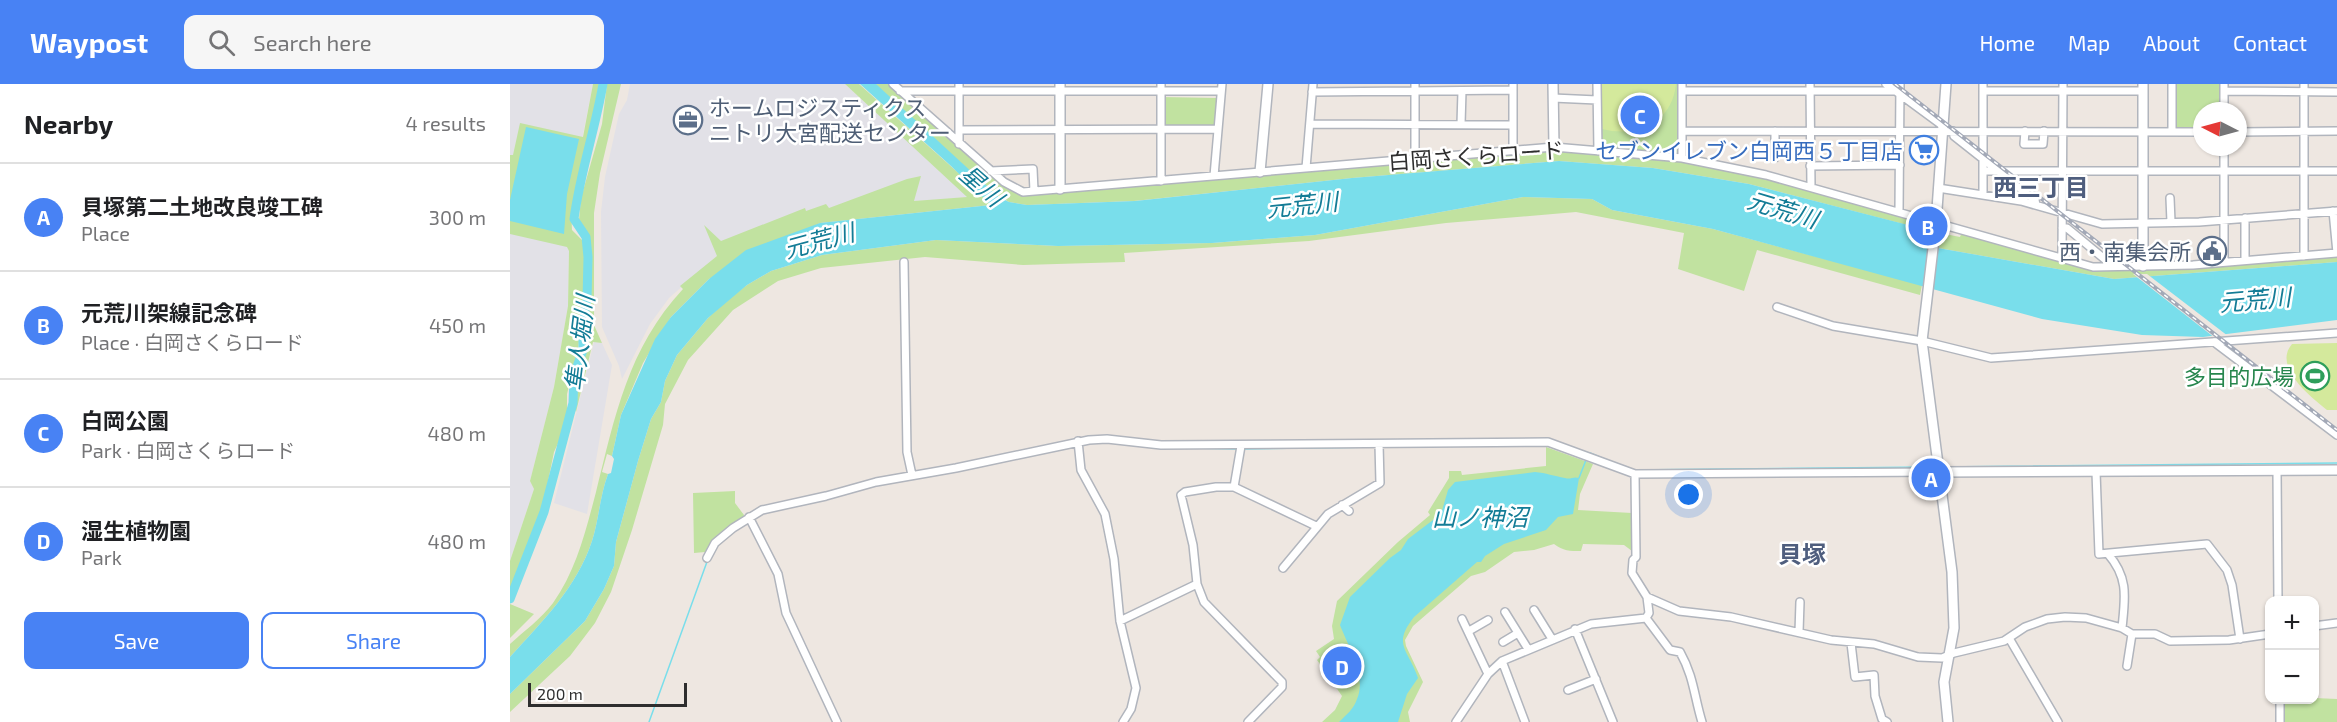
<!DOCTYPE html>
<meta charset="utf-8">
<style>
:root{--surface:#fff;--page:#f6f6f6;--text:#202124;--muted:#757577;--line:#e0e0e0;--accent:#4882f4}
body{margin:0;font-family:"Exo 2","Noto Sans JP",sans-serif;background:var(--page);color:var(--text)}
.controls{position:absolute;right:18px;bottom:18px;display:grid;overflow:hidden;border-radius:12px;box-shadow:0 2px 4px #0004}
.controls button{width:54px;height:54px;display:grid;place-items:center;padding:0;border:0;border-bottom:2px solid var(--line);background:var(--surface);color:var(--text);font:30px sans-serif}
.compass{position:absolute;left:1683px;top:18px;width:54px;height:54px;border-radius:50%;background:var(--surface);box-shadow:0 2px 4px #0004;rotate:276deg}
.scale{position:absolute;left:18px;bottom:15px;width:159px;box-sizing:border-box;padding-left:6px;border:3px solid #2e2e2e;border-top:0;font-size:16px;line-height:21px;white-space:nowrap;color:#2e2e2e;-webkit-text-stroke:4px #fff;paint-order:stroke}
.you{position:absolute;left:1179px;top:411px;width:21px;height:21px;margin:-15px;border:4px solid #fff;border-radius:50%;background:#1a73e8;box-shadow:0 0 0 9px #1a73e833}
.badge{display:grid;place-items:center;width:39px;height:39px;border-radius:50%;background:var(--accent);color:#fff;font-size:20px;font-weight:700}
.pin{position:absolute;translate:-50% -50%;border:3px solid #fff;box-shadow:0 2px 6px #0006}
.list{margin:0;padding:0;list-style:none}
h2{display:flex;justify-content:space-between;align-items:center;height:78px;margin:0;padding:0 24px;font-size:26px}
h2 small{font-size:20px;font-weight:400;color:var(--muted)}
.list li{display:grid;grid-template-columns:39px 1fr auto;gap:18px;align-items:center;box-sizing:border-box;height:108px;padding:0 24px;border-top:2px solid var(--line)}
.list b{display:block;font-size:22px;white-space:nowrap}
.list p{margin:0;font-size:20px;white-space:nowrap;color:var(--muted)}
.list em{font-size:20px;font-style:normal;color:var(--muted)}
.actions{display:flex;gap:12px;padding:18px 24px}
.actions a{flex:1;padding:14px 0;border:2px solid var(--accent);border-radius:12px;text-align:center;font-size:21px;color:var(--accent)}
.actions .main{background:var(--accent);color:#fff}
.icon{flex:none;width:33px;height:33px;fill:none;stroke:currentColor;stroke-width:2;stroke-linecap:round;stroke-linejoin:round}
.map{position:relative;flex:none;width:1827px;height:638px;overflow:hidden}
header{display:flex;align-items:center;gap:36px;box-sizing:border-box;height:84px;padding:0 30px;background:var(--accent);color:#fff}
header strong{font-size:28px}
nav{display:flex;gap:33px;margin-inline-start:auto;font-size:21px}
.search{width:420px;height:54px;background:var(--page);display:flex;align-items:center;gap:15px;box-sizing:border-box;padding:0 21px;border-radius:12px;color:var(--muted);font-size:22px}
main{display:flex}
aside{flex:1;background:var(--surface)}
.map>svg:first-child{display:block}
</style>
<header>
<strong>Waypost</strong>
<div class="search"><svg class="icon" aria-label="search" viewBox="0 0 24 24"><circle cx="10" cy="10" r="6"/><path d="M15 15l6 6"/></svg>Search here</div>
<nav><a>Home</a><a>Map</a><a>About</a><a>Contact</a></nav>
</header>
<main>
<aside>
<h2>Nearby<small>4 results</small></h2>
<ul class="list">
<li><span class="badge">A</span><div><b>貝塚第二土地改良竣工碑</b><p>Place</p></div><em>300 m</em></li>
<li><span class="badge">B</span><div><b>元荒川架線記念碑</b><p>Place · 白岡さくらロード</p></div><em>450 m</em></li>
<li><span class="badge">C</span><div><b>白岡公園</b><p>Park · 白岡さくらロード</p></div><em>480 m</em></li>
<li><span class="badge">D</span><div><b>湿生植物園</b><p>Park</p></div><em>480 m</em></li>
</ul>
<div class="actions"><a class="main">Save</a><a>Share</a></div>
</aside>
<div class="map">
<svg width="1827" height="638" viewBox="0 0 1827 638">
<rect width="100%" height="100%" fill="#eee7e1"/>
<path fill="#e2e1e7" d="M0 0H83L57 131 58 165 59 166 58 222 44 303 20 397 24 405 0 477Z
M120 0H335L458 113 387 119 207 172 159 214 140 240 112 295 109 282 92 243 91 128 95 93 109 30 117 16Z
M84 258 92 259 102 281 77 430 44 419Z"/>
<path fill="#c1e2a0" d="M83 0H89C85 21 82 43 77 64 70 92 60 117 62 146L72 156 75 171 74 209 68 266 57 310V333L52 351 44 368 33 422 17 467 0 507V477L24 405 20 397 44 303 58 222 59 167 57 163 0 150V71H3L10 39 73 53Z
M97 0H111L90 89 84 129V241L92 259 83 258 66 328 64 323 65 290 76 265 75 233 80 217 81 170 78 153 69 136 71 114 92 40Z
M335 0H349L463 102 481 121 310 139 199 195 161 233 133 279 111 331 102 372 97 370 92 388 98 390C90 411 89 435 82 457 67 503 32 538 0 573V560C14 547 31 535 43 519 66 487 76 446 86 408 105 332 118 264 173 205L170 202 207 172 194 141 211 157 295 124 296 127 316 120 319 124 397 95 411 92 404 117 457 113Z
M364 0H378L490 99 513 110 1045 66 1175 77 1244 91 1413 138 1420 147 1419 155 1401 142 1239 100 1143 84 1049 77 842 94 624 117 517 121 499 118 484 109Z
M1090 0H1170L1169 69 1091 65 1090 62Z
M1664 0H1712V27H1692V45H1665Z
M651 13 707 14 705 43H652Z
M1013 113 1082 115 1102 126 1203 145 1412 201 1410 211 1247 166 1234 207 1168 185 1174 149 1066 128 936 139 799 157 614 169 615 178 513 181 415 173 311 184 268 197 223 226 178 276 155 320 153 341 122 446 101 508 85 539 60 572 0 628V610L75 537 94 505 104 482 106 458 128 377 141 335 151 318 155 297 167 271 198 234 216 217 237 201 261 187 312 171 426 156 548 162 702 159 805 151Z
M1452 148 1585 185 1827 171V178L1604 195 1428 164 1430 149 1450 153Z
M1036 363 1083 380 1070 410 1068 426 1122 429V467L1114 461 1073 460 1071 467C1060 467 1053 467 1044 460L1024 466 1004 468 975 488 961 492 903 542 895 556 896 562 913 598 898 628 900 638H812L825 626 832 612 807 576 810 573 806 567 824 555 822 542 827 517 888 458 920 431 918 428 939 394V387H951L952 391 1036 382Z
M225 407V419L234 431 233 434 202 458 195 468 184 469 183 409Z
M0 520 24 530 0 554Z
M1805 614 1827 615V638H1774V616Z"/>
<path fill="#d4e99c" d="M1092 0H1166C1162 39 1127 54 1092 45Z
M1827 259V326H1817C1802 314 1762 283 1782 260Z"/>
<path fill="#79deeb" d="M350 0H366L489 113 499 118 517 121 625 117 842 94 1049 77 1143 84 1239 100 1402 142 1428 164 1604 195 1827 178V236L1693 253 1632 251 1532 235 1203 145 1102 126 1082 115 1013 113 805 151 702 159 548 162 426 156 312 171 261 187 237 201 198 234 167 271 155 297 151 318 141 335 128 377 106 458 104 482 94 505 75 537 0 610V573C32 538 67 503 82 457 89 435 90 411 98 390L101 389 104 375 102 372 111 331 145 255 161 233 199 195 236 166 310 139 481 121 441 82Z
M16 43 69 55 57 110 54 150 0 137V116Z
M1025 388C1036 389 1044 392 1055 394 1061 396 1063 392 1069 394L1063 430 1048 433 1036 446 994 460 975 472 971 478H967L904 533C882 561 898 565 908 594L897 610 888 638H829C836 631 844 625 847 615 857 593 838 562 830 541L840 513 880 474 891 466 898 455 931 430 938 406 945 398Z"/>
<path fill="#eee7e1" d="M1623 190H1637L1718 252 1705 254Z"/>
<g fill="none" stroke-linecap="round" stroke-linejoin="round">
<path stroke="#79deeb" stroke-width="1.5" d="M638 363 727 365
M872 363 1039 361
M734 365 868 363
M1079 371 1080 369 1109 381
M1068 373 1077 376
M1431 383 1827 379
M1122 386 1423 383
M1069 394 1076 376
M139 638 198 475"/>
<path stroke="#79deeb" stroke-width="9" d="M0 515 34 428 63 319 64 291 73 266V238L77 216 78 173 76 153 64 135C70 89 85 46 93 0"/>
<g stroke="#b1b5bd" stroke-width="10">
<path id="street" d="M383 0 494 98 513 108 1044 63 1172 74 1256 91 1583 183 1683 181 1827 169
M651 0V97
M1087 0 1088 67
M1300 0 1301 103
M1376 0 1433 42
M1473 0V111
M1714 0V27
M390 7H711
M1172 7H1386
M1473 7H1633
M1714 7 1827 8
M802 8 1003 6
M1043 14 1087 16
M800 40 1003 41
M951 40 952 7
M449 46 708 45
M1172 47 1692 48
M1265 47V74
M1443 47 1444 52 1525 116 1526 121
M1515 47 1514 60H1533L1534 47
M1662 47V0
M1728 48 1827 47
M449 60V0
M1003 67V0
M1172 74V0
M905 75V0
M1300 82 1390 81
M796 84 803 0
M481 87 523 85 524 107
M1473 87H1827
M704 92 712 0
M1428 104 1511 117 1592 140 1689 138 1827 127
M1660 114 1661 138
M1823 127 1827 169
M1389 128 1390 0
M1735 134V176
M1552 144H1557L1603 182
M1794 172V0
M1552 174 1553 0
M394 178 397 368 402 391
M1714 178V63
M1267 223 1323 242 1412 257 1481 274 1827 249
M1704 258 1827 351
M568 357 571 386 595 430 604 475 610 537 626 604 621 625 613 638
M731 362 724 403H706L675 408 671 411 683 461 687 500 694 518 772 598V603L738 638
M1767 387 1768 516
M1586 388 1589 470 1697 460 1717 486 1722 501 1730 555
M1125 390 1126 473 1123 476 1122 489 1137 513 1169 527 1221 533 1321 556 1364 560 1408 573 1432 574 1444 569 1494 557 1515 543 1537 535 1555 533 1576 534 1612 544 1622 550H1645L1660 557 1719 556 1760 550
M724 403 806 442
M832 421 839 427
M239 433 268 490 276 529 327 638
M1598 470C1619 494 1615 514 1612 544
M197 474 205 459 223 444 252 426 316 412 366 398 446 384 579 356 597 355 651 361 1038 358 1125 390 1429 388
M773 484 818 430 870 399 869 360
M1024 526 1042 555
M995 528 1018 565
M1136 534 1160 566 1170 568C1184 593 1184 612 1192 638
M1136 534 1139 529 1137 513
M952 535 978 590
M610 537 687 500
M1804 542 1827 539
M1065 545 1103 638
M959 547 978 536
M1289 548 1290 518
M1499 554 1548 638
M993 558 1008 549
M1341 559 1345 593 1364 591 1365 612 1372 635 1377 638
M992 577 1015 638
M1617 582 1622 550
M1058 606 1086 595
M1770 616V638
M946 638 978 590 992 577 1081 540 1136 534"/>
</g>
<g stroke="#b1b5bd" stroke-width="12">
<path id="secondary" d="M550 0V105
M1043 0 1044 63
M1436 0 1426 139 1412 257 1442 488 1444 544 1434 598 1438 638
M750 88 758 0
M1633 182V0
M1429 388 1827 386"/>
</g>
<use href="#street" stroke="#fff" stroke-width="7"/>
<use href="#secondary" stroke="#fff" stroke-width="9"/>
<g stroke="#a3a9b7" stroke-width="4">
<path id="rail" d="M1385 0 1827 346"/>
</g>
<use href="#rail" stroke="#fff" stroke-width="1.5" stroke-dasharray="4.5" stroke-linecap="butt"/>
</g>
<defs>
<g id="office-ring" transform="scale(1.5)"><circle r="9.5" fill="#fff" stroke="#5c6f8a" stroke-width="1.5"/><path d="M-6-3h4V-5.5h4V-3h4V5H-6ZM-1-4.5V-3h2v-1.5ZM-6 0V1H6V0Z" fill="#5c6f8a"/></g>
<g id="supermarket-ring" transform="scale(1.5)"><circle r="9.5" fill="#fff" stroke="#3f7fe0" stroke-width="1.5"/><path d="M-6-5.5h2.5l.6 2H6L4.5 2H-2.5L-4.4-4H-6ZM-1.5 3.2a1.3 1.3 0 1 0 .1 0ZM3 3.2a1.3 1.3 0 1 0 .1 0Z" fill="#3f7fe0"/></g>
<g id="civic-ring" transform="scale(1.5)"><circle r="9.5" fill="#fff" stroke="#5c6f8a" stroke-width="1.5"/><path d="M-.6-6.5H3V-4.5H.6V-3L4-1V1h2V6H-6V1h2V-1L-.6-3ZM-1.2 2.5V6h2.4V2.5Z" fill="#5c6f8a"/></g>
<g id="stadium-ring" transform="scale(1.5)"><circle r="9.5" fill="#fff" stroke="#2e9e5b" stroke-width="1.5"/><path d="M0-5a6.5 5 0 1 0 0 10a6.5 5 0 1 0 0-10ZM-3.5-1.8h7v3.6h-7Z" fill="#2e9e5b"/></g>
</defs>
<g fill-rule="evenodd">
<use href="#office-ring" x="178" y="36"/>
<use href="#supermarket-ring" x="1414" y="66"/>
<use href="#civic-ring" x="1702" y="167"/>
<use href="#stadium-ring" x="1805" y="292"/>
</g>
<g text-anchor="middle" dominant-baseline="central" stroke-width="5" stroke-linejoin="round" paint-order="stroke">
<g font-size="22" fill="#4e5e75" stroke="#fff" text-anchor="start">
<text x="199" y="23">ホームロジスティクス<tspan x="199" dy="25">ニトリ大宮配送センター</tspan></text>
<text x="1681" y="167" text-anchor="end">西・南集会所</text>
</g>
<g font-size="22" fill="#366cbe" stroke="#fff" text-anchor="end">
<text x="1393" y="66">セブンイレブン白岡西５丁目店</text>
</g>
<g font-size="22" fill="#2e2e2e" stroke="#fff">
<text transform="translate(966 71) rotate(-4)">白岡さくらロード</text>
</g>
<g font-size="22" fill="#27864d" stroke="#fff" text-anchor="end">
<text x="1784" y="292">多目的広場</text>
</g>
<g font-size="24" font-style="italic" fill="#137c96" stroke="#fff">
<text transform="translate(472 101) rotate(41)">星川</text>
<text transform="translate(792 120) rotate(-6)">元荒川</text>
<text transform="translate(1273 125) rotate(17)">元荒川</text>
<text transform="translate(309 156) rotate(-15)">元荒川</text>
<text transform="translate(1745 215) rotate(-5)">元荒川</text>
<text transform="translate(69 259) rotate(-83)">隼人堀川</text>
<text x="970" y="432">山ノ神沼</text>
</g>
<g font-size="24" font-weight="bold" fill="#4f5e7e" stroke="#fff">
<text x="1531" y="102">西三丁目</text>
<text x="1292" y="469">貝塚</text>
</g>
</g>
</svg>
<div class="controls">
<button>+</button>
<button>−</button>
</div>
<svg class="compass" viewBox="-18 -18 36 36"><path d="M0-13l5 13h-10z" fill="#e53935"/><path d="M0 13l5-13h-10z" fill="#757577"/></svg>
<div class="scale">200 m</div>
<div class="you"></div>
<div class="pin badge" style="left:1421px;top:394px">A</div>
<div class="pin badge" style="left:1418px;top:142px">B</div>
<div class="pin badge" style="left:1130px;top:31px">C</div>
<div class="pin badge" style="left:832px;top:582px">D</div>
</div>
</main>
------------------------------------------------
● INSTRUCTIONS FOR THE TASK:
Copy out each line of the entries above that holds "aside".

● RESULT OF THE EXERCISE:
aside{flex:1;background:var(--surface)}
<aside>
</aside>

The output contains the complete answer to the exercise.